The "CLI" and "Chat UI with Gradio" inference steps in the readme are working correctly, with the model set as "mlx-community/paligemma-3b-mix-448-8bit". I'm using Conda and MLX and MLX-VLM has been installed using PIP.

The error is as follows:

NumPy boolean array indexing assignment cannot assign 2097152 input values to the 2099200 output values where the mask is true File "/opt/anaconda3/envs/mlx/lib/python3.11/site-packages/mlx_vlm/models/paligemma/paligemma.py", line 115, in _prepare_inputs_for_multimodal final_embedding[image_mask_expanded] = scaled_image_features.flatten()

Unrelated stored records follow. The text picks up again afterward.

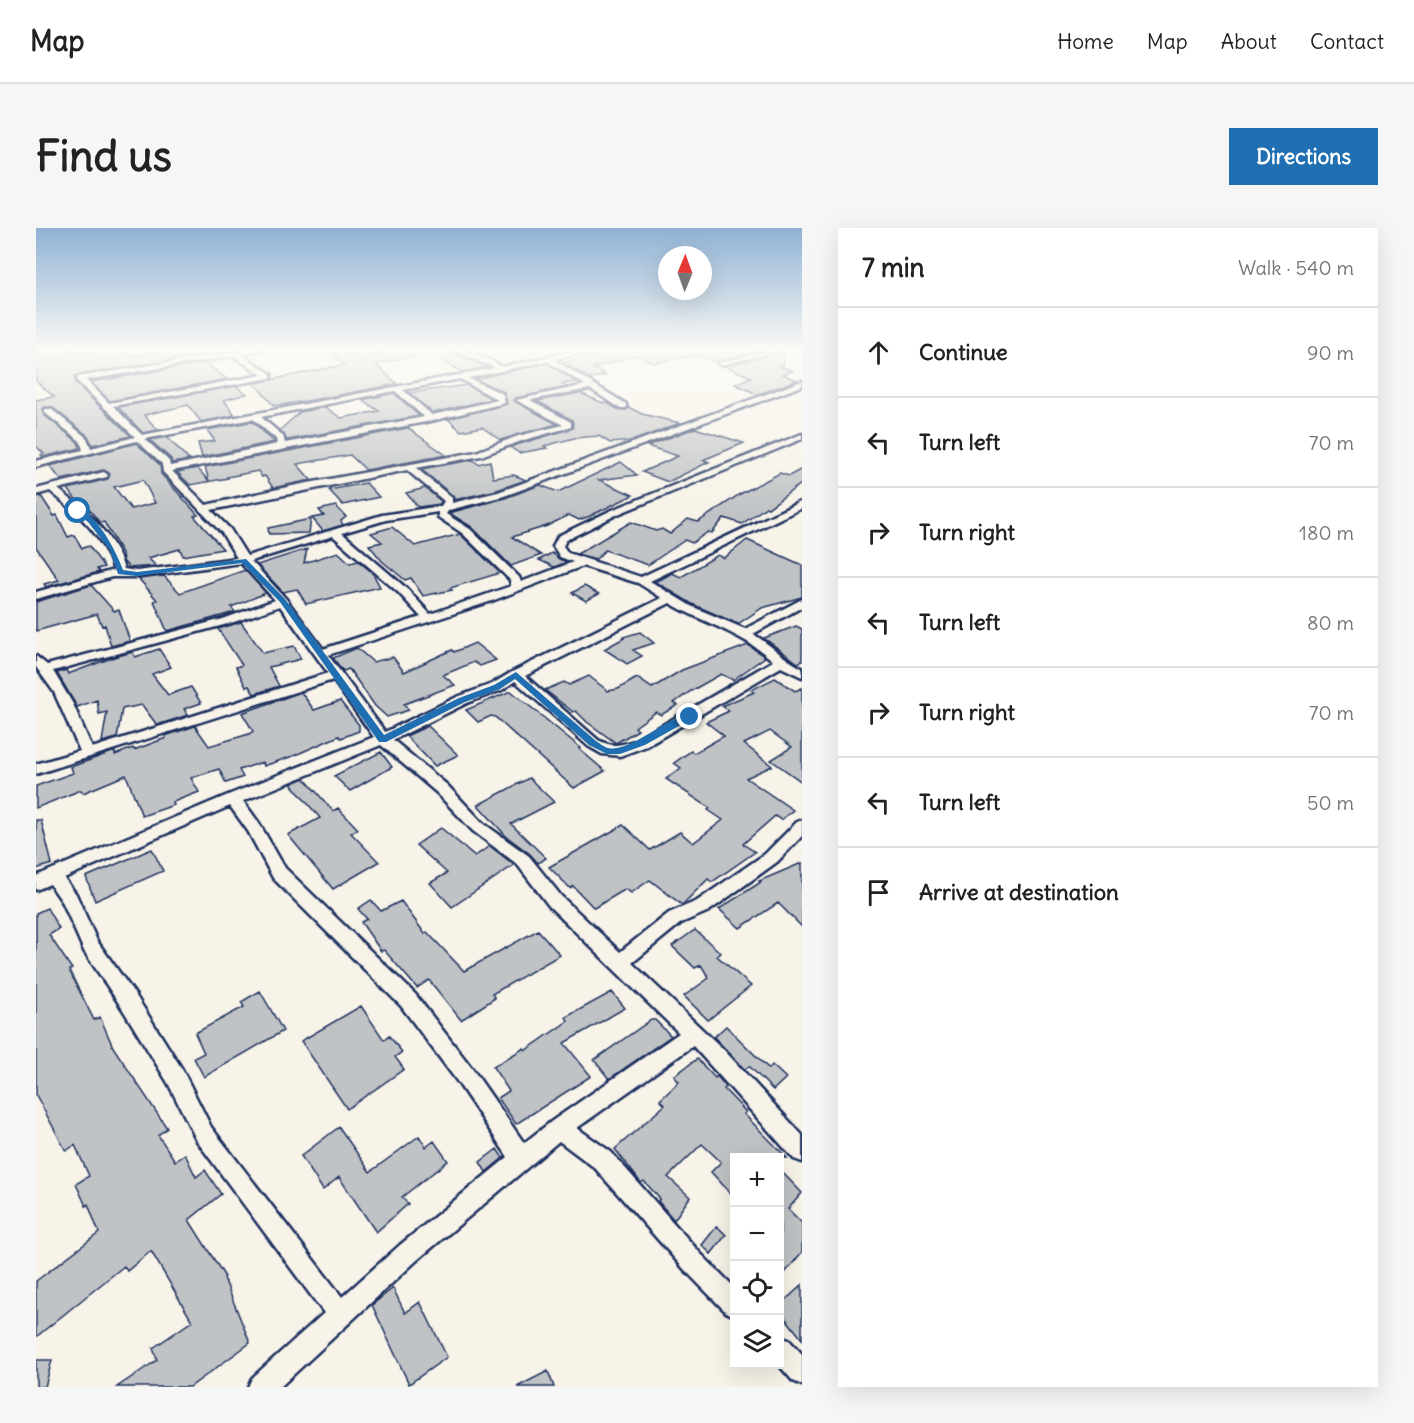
<!DOCTYPE html>
<meta charset="utf-8">
<style>
:root{--surface:#fff;--page:#f6f6f6;--text:#222;--muted:#767676;--line:#e0e0e0;--accent:#1f6fb2}
body{margin:0;font-family:Delius,sans-serif;background:var(--page);color:var(--text)}
.controls{position:absolute;right:18px;bottom:18px;display:grid;overflow:hidden;border-radius:0px;box-shadow:0 6px 24px #0002}
.controls button{width:54px;height:54px;display:grid;place-items:center;padding:0;border:0;border-bottom:2px solid var(--line);background:var(--surface);color:var(--text);font:30px sans-serif}
.compass{position:absolute;left:622px;top:18px;width:54px;height:54px;border-radius:50%;background:var(--surface);box-shadow:0 6px 24px #0002;rotate:1deg}
.stop{position:absolute;width:18px;height:18px;margin:-14px;border:4px solid #1f6fb2;border-radius:50%;background:#fff}
.stop.end{background:#1f6fb2;border-color:#fff;box-shadow:0 2px 6px #0008}
.list{margin:0;padding:0;list-style:none}
h2{display:flex;justify-content:space-between;align-items:center;height:78px;margin:0;padding:0 24px;font-size:26px}
h2 small{font-size:20px;font-weight:400;color:var(--muted)}
.list li{display:grid;grid-template-columns:39px 1fr auto;gap:18px;align-items:center;box-sizing:border-box;height:90px;padding:0 24px;border-top:2px solid var(--line)}
.list b{display:block;font-size:22px;white-space:nowrap}
.list em{font-size:20px;font-style:normal;color:var(--muted)}
.icon{flex:none;width:33px;height:33px;fill:none;stroke:currentColor;stroke-width:2;stroke-linecap:round;stroke-linejoin:round}
.map{position:relative;flex:none;width:766px;height:1159px;overflow:hidden;border-radius:0px}
header{display:flex;align-items:center;gap:36px;box-sizing:border-box;height:84px;padding:0 30px;background:var(--surface);border-bottom:2px solid var(--line)}
header strong{font-size:28px}
nav{display:flex;gap:33px;margin-inline-start:auto;font-size:21px}
.intro{display:flex;align-items:center;justify-content:space-between;box-sizing:border-box;height:144px;padding:0 36px}
h1{margin:0;font-size:42px}
.button{padding:15px 27px;border-radius:0px;background:var(--accent);color:#fff;font-size:21px;font-weight:700}
main{display:flex;gap:36px;padding:0 36px}
aside{flex:1;background:var(--surface);border-radius:0px;box-shadow:0 6px 24px #0002}
.map>svg:first-child{display:block}
.building{fill:#c0c3c5;stroke:#1b2f5e;stroke-width:1.5;fill-rule:evenodd}
.lines{fill:none;stroke-linecap:round;stroke-linejoin:round}
.minor-casing{stroke:#1b2f5e;stroke-width:5}
.minor{fill:#f7f3e8;fill-rule:evenodd}
.route{fill:#1f6fb2}
</style>
<header>
<strong>Map</strong>
<nav><a>Home</a><a>Map</a><a>About</a><a>Contact</a></nav>
</header>
<div class="intro"><h1>Find us</h1><a class="button">Directions</a></div>
<main>
<div class="map">
<svg width="766" height="1159" viewBox="0 0 766 1159">
<rect width="100%" height="100%" fill="#f7f3e8"/>
<filter id="ink" filterUnits="userSpaceOnUse"><feTurbulence type="fractalNoise" baseFrequency=".0167" numOctaves="2"/><feDisplacementMap in="SourceGraphic" scale="12" xChannelSelector="R" yChannelSelector="G"/><feConvolveMatrix kernelMatrix="1 2 1 2 8 2 1 2 1" color-interpolation-filters="sRGB"/></filter>
<g filter="url(#ink)">
<!-- building -->
<path class="building" d="M0,121H42L47,125L83,121L93,128L155,121H186V124L39,148V155L95,208L56,217L52,208L16,179H9L7,181L8,187L42,214L44,220L7,229L5,227L8,226L0,218V172L18,169L0,153Z
M314,121H325L340,129L347,125L339,121H385L386,126L340,136L361,156L276,172L238,178L218,155L308,137L297,127L318,124Z
M578,121H731L680,135L661,127L618,135L599,127L557,140L570,147L553,151L527,135Z
M414,123L424,128L451,139L426,144L396,126Z
M747,124L748,137L742,138L757,143L746,146L761,152L729,164L721,166L699,156L715,149L689,138Z
M169,135L191,151L74,173L55,154Z
M511,135L540,154L526,156L531,159L480,170L478,173L521,196L464,212L446,199L425,203L412,191L471,176L468,164L439,151Z
M431,157L456,171L397,185L373,165Z
M200,158L211,166L188,172L199,187L165,194L152,177L108,187L122,202L107,205L82,179Z
M358,165L383,188L251,212L244,202L264,184L289,179L305,190L343,183L326,172Z
M544,165L567,175H571L583,182H590L592,179L606,186L644,195L596,213L574,215L563,208L538,210L508,218L511,220L483,225L474,219L537,200L536,192L501,173Z
M214,194L218,195L238,214L166,229L162,215L179,213L171,202Z
M372,200L410,227L330,242L314,227L261,236L275,252L237,260L229,248L226,249L222,243L191,249L192,250L154,257L141,244L161,240L173,253L169,239Z
M659,200L708,215L667,232L673,234L632,254L606,244L642,228L611,218Z
M130,209L134,212L153,232L136,235L135,231L114,212Z
M100,215L124,237L125,246L162,287L158,288L187,321L147,328L144,321L112,330L120,338L93,340L87,333L86,325L68,294L64,295L48,275L42,274L32,261L72,251L73,245L67,242L25,252L14,238ZM107,252L119,275L95,281L78,259Z
M437,232L442,236L454,233L457,250L478,247L490,252L461,262L418,272L417,268L385,241Z
M585,234L601,247L563,252L597,267L554,288L543,292L533,287L511,298L476,309L505,327L475,338L436,299L413,285L469,270L504,257L522,264Z
M766,241V255L732,280L730,279L706,296L688,290L676,305L672,304L656,315L649,312L612,337L569,322L560,331L541,326L595,294L620,303L626,301L634,306L652,291L662,294L704,266L744,245L753,248Z
M330,255L343,269L307,277L293,262Z
M389,260L405,273L404,276L382,279L370,265Z
M5,268L18,288L21,287L32,309L38,307L46,320L53,318L68,339L61,341L63,344L10,359L8,356L23,352L0,319V269Z
M300,278L310,289L305,293L307,297L287,303L276,290L288,288L283,282Z
M275,291L273,305L233,306L232,300Z
M356,299L379,318L424,306L464,345L414,360L416,362L387,368L375,350L369,352L346,333L333,317L346,314L335,305Z
M711,312L766,337V369L726,380L702,396L656,376L620,354L636,345L645,349L682,327L688,330Z
M271,321L268,335L302,324L314,335L322,333L336,344L344,359L270,376L261,361L247,364L221,337Z
M516,325L523,331L531,334L518,339L503,332Z
M209,342L230,365L195,379L199,384L131,403L118,373L121,372L103,351L128,348L144,365Z
M55,357L78,383L83,382L94,413L75,418L69,397L66,398L61,386L0,403V374Z
M548,358L563,366L550,373L536,365Z
M205,394L227,425L258,418L265,431L233,439L243,458L218,466L213,458L210,459L200,439L206,437L182,401Z
M760,398L766,401V433L762,435L728,410Z
M604,404L618,415L597,422L606,428L591,436L568,421L588,410L587,409Z
M439,415L460,432L444,438L438,434L407,447L419,457L368,476L373,482L351,489L339,478L313,441L307,443L297,430L321,420L337,434L357,429L368,444L416,422L418,424Z
M712,417L729,429L697,452L685,446L655,463L638,475L642,477L625,487L620,484L599,499L602,502L580,515L551,494L540,483L537,484L509,462L528,454L533,457L553,448L572,463L582,461L601,450L616,460L646,442Z
M123,421L135,439L116,446L132,467L155,459L165,475L148,481L152,487L121,497L106,477L86,481L81,510L66,514L71,484L63,486L61,472L41,479L21,445L30,442L32,446L78,429L97,424L99,429Z
M739,450L759,463L766,460V554L735,532L756,519L734,503L708,516L736,538L710,550L757,582L745,592L739,588L707,616L719,624L676,654L672,651L646,677L614,652L595,665L590,661L558,680L537,658L534,660L513,639L587,597L614,622L644,604L657,615L687,592L672,582L674,580L630,551L645,540L638,535L655,523L658,525L688,508L670,494L693,483L686,478L718,464L715,462Z
M475,463L545,520L543,521L569,543L538,560L459,489L455,488L442,494L430,482Z
M265,464L278,482L304,473L323,497V503L305,510L303,508L257,528L228,538L227,534L203,542L207,549L190,555L183,541L155,550L163,564L137,574L138,577L106,588L90,547L47,565L45,562L0,580V558L37,545L35,539L79,523V527L97,520L98,522L130,510L129,508L159,498L173,518L213,506L217,503L206,485Z
M392,498L422,527L399,538L370,508Z
M345,524L356,539L314,563L298,548Z
M268,550L297,583L302,580L322,601L315,605L343,634L297,661L252,607L284,590L255,556Z
M493,550L518,574L475,596L510,630L502,635L494,626L470,608L442,577Z
M0,592H5L16,636L0,641Z
M405,600L439,628L454,618L478,637L416,679L394,655L411,645L380,617Z
M116,621L127,643L59,673L50,649Z
M766,635V699L742,675L704,700L683,681L725,654L723,653Z
M335,672L345,683L365,673L389,706L391,704L428,743L502,702L524,727L456,766L459,770L425,792L393,752L381,760L348,722L345,723L325,694L331,691L322,681Z
M11,680L23,701L13,707L36,741L33,742L58,792L64,789L77,819L131,900L122,907L139,933L149,926L160,949L169,942L185,966L153,992L189,1049L188,1050L214,1115L154,1159H81L121,1132L117,1120L156,1093L115,1023L91,1043L88,1038L0,1109V1053L63,1005L52,976L50,978L40,956L53,948L39,917L30,923L0,867V685Z
M659,702L685,725L681,728L715,758L672,792L648,768L673,750L665,737L659,740L636,718Z
M224,763L247,803L168,849L158,830L168,825L159,805L208,779L205,774Z
M576,764L589,780L528,815L555,848L480,896L462,870L473,863L457,839L488,820L490,822L532,793L530,789Z
M325,778L348,812L353,808L366,824L359,829L368,841L311,881L265,813Z
M615,792H619L635,808L573,851L558,832Z
M690,798L733,841L736,837L750,850L737,862L713,838L709,842L678,809Z
M661,831L679,850L681,848L690,859L688,861L710,884L708,886L751,930H699V970L675,944L685,934L666,916L632,949L654,969L638,992L622,973L624,971L608,953L605,955L579,921L629,877L624,872L643,854L638,848Z
M303,899L334,944L383,908L390,919L398,913L412,933L366,969L372,976L340,1004L303,949L287,962L265,928Z
M461,921L467,930L450,944L444,934Z
M744,942L766,965L752,981L766,995V1024L744,1051Z
M681,998L690,1007L675,1026L666,1017Z
M766,1057V1111L744,1083V1077Z
M357,1060L369,1085L384,1074L411,1129L373,1156L336,1077Z
M0,1132H16L9,1159H0Z
M512,1143L518,1159H481Z"/>
<g class="lines">
<!-- minor casing -->
<g class="minor-casing">
<path id="minor" d="M217,121H229L205,126L235,146V150L77,178L106,207L459,140L415,121C433,121 451,130 466,139L547,121H557L518,132L590,176V180H584L554,161L494,172L535,194V199L488,212L445,228L380,240L416,270V275L462,264L766,153V158L468,268L413,282L410,286L434,301L483,349L485,354L537,334L524,329L517,318L522,308L576,282L766,206V211L582,286L530,312L527,318L532,325L605,349L766,273V280L614,353L655,378L709,401L766,371V379L717,406C735,417 748,431 766,440V449L745,439L611,518L584,528L566,526L552,518L479,453L466,462L431,475L357,512L411,557L447,595L493,628L525,668L584,724L633,685L661,673L729,626L761,594L766,592V608L741,634L673,683L645,695L596,735L688,822L766,907V934L758,931L657,818L541,900L575,924L664,1025L698,1059V1088L690,1084L648,1041L559,940L523,913L380,1033L244,1159H212L216,1150L288,1085L161,913L132,855L86,780L48,723L27,675L14,656L0,662V648L192,567L338,509L297,452L0,546V536L44,523L18,464L0,439V428L11,437L187,391L239,372L205,335L101,349H76L0,371V364L78,342C67,306 42,286 14,263L0,267V261L68,244L72,247L71,249L22,261C51,284 77,305 88,341L101,343L201,330L186,305L127,244L126,236L101,213L0,239V233L47,222L44,213L9,185V181H15L51,210L55,220L99,209L41,153V149ZM198,128L226,147L73,175L50,152ZM511,133L549,157L480,172L527,197L482,208L440,224L256,258L170,277L136,243L395,193L469,175L467,166L432,150ZM424,151L462,172L396,187L367,162ZM359,163L388,189L249,215L247,208L225,189ZM217,191L240,211L241,216L134,238L133,233L109,211ZM371,242L408,273L405,278L346,287L211,328L194,301L175,282ZM402,284V289L426,305L474,352L475,358L394,386L370,360L306,305L350,292ZM297,308L362,364L385,389L287,421L250,371L215,333ZM547,338L602,355L626,370L476,444L456,456L421,469L349,504L292,427L453,374ZM634,375C669,396 707,405 737,433L601,512C585,517 577,520 562,512L489,448ZM244,378L292,445L56,520L37,476L17,443L195,395ZM345,517L401,565L437,603L481,636L513,678L643,805L516,893L488,915L435,839L379,766L249,640L223,595L207,573ZM194,578L212,603L237,650L365,778L421,853L472,929L364,1017L306,1069L175,899L146,841L100,768L61,713L40,666L28,650Z
M327,121H335L345,126L340,127Z
M738,121H748L685,137L682,135Z
M744,1109L753,1112L766,1126V1157L757,1153L742,1136H744Z"/>
</g>
<!-- minor -->
<use href="#minor" class="minor"/>
</g>
</g>
<!-- sky -->
<linearGradient id="sky" x2="0" y2="1"><stop stop-color="#90b2d5"/><stop offset="0.43" stop-color="#fbfaf5"/><stop offset="1" stop-color="#fbfaf5" stop-opacity="0"/></linearGradient>
<rect width="766" height="283" fill="url(#sky)"/>
<!-- route -->
<path class="route" d="M39,281C60,282 81,325 87,342L101,344L210,331L249,371L348,507L423,470L458,457L480,444L560,513C563,515 568,519 572,520C597,526 643,477 659,489L609,517L584,526H571L553,517L479,451L464,461L429,474L350,514H343L244,374L206,335L101,348L82,346L74,322L52,294L39,284Z"/>
</svg>
<div class="controls">
<button>+</button>
<button>−</button>
<button><svg class="icon" aria-label="locate" viewBox="0 0 24 24"><circle cx="12" cy="12" r="6"/><path d="M12 2v4M12 18v4M2 12h4M18 12h4"/></svg></button>
<button><svg class="icon" aria-label="layers" viewBox="0 0 24 24"><path d="M12 4l9 5-9 5-9-5zM3 14l9 5 9-5"/></svg></button>
</div>
<svg class="compass" viewBox="-18 -18 36 36"><path d="M0-13l5 13h-10z" fill="#e53935"/><path d="M0 13l5-13h-10z" fill="#767676"/></svg>
<div class="stop" style="left:42px;top:283px"></div>
<div class="stop end" style="left:654px;top:489px"></div>
</div>
<aside>
<h2>7 min<small>Walk · 540 m</small></h2>
<ul class="list">
<li><svg class="icon" aria-label="ahead" viewBox="0 0 24 24"><path d="M12 20V5M6 11l6-6 6 6"/></svg><div><b>Continue</b></div><em>90 m</em></li>
<li><svg class="icon" aria-label="left" viewBox="0 0 24 24"><path d="M17 20v-9H6M10 6l-5 5 5 5"/></svg><div><b>Turn left</b></div><em>70 m</em></li>
<li><svg class="icon" aria-label="right" viewBox="0 0 24 24"><path d="M7 20v-9h11M14 6l5 5-5 5"/></svg><div><b>Turn right</b></div><em>180 m</em></li>
<li><svg class="icon" aria-label="left" viewBox="0 0 24 24"><path d="M17 20v-9H6M10 6l-5 5 5 5"/></svg><div><b>Turn left</b></div><em>80 m</em></li>
<li><svg class="icon" aria-label="right" viewBox="0 0 24 24"><path d="M7 20v-9h11M14 6l5 5-5 5"/></svg><div><b>Turn right</b></div><em>70 m</em></li>
<li><svg class="icon" aria-label="left" viewBox="0 0 24 24"><path d="M17 20v-9H6M10 6l-5 5 5 5"/></svg><div><b>Turn left</b></div><em>50 m</em></li>
<li><svg class="icon" aria-label="arrive" viewBox="0 0 24 24"><path d="M6 21V4h12l-3 4 3 4H6"/></svg><div><b>Arrive at destination</b></div></li>
</ul>
</aside>
</main>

  File "/opt/anaconda3/envs/mlx/lib/python3.11/site-packages/mlx_vlm/models/paligemma/paligemma.py", line 82, in get_input_embeddings
    self._prepare_inputs_for_multimodal(
  File "/opt/anaconda3/envs/mlx/lib/python3.11/site-packages/mlx_vlm/models/paligemma/paligemma.py", line 139, in __call__
    input_embeddings, final_attention_mask_4d = self.get_input_embeddings(
                                                ^^^^^^^^^^^^^^^^^^^^^^^^^^
  File "/opt/anaconda3/envs/mlx/lib/python3.11/site-packages/mlx_vlm/utils.py", line 809, in generate
    logits, cache = model(input_ids, pixel_values, mask)
                    ^^^^^^^^^^^^^^^^^^^^^^^^^^^^^^^^^^^^
  File "mlx-vlm-test.py", line 15, in <module>
    output = generate(model, processor, "http://images.cocodataset.org/val2017/000000039769.jpg", prompt, verbose=False)
             ^^^^^^^^^^^^^^^^^^^^^^^^^^^^^^^^^^^^^^^^^^^^^^^^^^^^^^^^^^^^^^^^^^^^^^^^^^^^^^^^^^^^^^^^^^^^^^^^^^^^^^^^^^^
  File "/opt/anaconda3/envs/mlx/lib/python3.11/runpy.py", line 88, in _run_code
    exec(code, run_globals)
  File "/opt/anaconda3/envs/mlx/lib/python3.11/runpy.py", line 198, in _run_module_as_main (Current frame)
    return _run_code(code, main_globals, None,
           ^^^^^^^^^^^^^^^^^^^^^^^^^^^^^^^^^^^
ValueError: NumPy boolean array indexing assignment cannot assign 2097152 input values to the 2099200 output values where the mask is true
Blaizzy commented 1 month ago

Thanks!

The issue you are facing is because Paligemma doesn't use any chat template or manual image token

You can just pass the text directly.

prompt = "what are these?"

I will add examples for all models soon. Or if you want you can make a PR :)

mobile-appz commented 1 month ago

Thanks!

The issue you are facing is because Paligemma doesn't use any chat template or manual image token

You can just pass the text directly.

prompt = "what are these?"

I will add examples for all models soon. Or if you want you can make a PR :)

Thank you very much for your help and quick response. I can confirm that this works now perfectly.

Blaizzy commented 1 month ago

Most welcome! 🤗